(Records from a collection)
****
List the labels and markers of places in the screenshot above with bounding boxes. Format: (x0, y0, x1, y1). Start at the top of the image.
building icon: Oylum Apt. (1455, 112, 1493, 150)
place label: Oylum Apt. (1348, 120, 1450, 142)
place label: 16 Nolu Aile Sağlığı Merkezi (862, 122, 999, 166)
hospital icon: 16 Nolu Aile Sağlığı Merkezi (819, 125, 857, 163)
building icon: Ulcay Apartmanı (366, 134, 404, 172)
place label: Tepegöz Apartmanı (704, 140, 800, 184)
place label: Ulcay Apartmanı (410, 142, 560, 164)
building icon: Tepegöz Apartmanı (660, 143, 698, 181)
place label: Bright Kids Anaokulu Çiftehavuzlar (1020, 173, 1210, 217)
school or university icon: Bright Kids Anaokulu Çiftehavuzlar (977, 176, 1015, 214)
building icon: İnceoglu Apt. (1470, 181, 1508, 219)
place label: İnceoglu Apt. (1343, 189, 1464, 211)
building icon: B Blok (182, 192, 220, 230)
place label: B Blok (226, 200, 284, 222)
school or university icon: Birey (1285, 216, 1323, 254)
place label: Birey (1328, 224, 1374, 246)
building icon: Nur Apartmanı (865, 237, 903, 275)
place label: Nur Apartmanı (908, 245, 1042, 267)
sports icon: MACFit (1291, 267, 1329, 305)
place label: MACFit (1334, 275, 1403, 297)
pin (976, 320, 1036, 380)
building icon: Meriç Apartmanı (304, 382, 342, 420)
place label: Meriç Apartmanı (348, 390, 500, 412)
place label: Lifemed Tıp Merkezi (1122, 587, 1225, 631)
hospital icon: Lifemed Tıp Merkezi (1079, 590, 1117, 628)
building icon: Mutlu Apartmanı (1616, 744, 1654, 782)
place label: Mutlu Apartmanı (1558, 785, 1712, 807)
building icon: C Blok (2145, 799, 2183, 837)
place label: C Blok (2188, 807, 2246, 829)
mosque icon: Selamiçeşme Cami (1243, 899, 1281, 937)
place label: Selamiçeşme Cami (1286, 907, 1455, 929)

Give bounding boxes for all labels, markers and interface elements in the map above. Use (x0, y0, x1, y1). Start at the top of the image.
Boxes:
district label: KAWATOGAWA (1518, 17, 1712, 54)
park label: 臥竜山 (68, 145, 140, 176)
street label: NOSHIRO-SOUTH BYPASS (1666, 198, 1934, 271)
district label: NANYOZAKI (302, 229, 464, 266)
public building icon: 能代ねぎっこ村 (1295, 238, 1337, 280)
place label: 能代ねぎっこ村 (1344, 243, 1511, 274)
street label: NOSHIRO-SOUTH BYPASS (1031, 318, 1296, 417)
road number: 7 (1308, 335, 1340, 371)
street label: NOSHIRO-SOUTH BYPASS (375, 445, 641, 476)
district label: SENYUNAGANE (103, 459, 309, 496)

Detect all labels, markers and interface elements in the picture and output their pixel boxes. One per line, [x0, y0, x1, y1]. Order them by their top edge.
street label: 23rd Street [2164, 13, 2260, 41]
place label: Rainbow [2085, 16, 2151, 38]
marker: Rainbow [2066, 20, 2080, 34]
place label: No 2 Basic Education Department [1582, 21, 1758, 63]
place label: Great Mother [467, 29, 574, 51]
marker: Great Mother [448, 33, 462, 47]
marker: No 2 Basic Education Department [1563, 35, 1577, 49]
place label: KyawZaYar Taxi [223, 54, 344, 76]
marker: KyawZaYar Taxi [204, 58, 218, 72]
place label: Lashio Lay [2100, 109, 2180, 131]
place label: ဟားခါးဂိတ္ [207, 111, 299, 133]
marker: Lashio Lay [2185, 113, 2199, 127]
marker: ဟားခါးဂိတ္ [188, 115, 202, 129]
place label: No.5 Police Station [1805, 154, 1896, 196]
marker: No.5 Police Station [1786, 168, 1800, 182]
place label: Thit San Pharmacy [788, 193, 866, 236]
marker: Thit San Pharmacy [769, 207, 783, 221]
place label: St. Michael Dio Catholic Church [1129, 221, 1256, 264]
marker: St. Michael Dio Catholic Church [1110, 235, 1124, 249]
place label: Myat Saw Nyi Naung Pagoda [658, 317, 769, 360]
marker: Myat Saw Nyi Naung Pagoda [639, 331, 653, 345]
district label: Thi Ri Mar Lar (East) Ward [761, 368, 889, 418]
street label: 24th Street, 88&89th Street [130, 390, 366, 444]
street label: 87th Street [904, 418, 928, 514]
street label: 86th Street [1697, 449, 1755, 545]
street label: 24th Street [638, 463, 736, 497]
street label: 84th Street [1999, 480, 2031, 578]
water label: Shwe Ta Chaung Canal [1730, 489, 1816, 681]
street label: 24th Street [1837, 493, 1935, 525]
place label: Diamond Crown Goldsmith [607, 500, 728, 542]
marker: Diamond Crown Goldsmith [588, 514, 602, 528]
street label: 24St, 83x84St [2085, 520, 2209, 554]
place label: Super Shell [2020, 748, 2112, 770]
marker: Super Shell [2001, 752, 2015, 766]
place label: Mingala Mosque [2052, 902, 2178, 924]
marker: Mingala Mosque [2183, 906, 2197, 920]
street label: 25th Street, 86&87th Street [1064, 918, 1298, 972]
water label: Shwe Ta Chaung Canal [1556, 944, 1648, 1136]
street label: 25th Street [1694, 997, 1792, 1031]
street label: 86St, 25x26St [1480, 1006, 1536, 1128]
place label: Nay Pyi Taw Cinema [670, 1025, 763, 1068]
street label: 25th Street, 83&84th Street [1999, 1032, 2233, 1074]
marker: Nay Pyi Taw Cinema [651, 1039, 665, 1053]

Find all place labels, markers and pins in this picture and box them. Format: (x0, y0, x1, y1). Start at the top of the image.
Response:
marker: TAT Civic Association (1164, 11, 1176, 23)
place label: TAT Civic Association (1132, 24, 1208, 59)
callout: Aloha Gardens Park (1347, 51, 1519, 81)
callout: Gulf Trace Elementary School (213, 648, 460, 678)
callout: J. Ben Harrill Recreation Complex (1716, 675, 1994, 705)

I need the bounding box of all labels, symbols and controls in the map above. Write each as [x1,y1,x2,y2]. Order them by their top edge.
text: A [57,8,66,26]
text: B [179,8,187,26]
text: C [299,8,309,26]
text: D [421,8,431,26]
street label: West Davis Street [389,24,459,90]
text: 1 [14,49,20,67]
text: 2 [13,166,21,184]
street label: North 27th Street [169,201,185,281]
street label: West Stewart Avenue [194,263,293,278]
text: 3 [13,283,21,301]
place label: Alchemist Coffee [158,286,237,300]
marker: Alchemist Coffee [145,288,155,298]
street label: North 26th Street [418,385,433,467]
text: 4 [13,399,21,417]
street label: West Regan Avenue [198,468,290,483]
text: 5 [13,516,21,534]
****
Reply with the number of lines in the entries that hold the word "university", and add no other words.

▸ Answer
2